On top of these problems, health services are operating in a climate of fear and discrimination. Some contacts of patients with confirmed cases have evaded follow-up by medical teams (which ideally covers the full incubation period of 3 weeks). Some patients and their contacts have been ostracized in areas where Ebola is thought to be a product of witchcraft. Health care workers are aware of the risks they face: more than 150 health care workers have already been infected, and at least 80 have died. Fear has also turned to hostility against national and international response teams and has compromised care delivery and transport of essential equipment and samples to laboratories.

This epidemic’s unprecedented scale has been a surprise, but the response is now firmly under way. The August 8 declaration kick-started a plan to stop the epidemic that will cost at least $100 million to enact in Guinea, Liberia, Sierra Leone, and Nigeria between now and the end of 2014.5Key elements of the plan are to strengthen the field response through surveillance, case investigation, patient care, and contact tracing; activate and test preparedness plans in countries at risk; and coordinate the response internationally (see Box 1 in the Supplementary Appendix).
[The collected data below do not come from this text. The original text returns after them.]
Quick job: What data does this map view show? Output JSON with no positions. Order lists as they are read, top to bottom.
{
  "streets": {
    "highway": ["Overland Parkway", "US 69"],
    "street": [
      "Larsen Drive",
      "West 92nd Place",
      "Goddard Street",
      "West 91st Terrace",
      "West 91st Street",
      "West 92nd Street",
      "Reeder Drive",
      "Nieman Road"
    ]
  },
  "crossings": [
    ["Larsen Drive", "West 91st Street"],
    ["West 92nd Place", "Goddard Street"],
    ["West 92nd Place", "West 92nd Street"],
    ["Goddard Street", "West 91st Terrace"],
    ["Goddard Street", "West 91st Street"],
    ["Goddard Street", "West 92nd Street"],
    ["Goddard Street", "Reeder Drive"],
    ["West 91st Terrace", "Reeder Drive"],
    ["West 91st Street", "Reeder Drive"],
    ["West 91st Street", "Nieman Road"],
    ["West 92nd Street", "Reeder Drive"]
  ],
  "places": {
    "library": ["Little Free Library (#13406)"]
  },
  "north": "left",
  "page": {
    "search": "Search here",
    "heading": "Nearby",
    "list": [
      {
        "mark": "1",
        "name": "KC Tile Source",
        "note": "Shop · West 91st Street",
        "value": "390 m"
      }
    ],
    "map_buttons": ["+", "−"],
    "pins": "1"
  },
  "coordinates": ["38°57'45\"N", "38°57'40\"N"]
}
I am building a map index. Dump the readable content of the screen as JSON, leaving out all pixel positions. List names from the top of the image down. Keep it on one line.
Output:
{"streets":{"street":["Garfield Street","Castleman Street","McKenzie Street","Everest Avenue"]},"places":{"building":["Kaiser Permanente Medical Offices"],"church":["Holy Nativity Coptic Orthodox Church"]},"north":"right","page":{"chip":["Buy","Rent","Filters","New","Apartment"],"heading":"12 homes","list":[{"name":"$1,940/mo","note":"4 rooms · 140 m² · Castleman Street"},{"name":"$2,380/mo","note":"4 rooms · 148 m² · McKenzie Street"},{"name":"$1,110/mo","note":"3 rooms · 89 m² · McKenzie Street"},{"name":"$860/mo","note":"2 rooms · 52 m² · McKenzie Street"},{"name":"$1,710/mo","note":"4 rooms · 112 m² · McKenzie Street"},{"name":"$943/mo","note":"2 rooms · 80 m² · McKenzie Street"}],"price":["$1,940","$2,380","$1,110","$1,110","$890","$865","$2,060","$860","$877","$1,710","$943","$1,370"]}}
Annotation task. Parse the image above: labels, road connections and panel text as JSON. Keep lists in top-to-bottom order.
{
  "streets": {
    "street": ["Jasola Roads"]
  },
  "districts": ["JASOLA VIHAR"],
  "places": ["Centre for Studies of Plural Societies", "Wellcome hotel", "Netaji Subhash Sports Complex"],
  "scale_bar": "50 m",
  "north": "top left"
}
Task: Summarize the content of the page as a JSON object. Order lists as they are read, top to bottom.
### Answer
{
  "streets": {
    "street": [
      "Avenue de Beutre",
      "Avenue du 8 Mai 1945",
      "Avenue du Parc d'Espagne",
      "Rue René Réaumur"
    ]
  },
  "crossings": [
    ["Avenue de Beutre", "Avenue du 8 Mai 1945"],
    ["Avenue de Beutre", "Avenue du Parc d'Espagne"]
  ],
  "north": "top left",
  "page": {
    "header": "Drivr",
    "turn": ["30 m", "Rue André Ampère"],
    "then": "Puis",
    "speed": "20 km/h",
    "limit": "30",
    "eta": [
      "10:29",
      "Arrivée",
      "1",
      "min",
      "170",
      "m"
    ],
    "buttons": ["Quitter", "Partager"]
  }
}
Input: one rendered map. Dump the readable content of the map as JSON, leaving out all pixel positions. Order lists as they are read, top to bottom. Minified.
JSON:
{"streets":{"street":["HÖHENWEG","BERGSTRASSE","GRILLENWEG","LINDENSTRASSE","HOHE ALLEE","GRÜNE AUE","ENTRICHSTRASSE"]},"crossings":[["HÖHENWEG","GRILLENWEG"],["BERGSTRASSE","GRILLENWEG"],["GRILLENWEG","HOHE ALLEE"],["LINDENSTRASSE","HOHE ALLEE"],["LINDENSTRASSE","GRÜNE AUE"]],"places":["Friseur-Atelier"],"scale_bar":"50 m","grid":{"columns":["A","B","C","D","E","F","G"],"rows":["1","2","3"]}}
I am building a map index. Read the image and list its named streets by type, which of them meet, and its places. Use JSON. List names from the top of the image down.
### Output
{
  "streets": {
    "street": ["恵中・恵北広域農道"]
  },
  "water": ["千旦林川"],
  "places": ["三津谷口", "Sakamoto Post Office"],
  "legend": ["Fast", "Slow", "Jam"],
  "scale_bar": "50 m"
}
Supporting national governments, the World Bank has pledged to help fill the funding gap.

At the national level, Liberia and Nigeria have declared national emergencies and are screening people arriving at and departing from airports and seaports. Guinea has closed its borders with Liberia and Sierra Leone. Members of Liberia’s National Traditional Council have addressed their communities throughout the country. The engagement of local communities is vital. We have already seen how, in Télimélé, site of a cluster of cases in Guinea, transmission was rapidly curtailed with the support of community leaders.

Monitoring of funds raised and disbursed, and of control measures implemented, is now intense. Above all, we are looking for a sustained decrease in incidence, from week to week and district by district, with no sign of further geographic spread. In the coming days and weeks, that will be our primary measure of success in preventing infections and saving lives.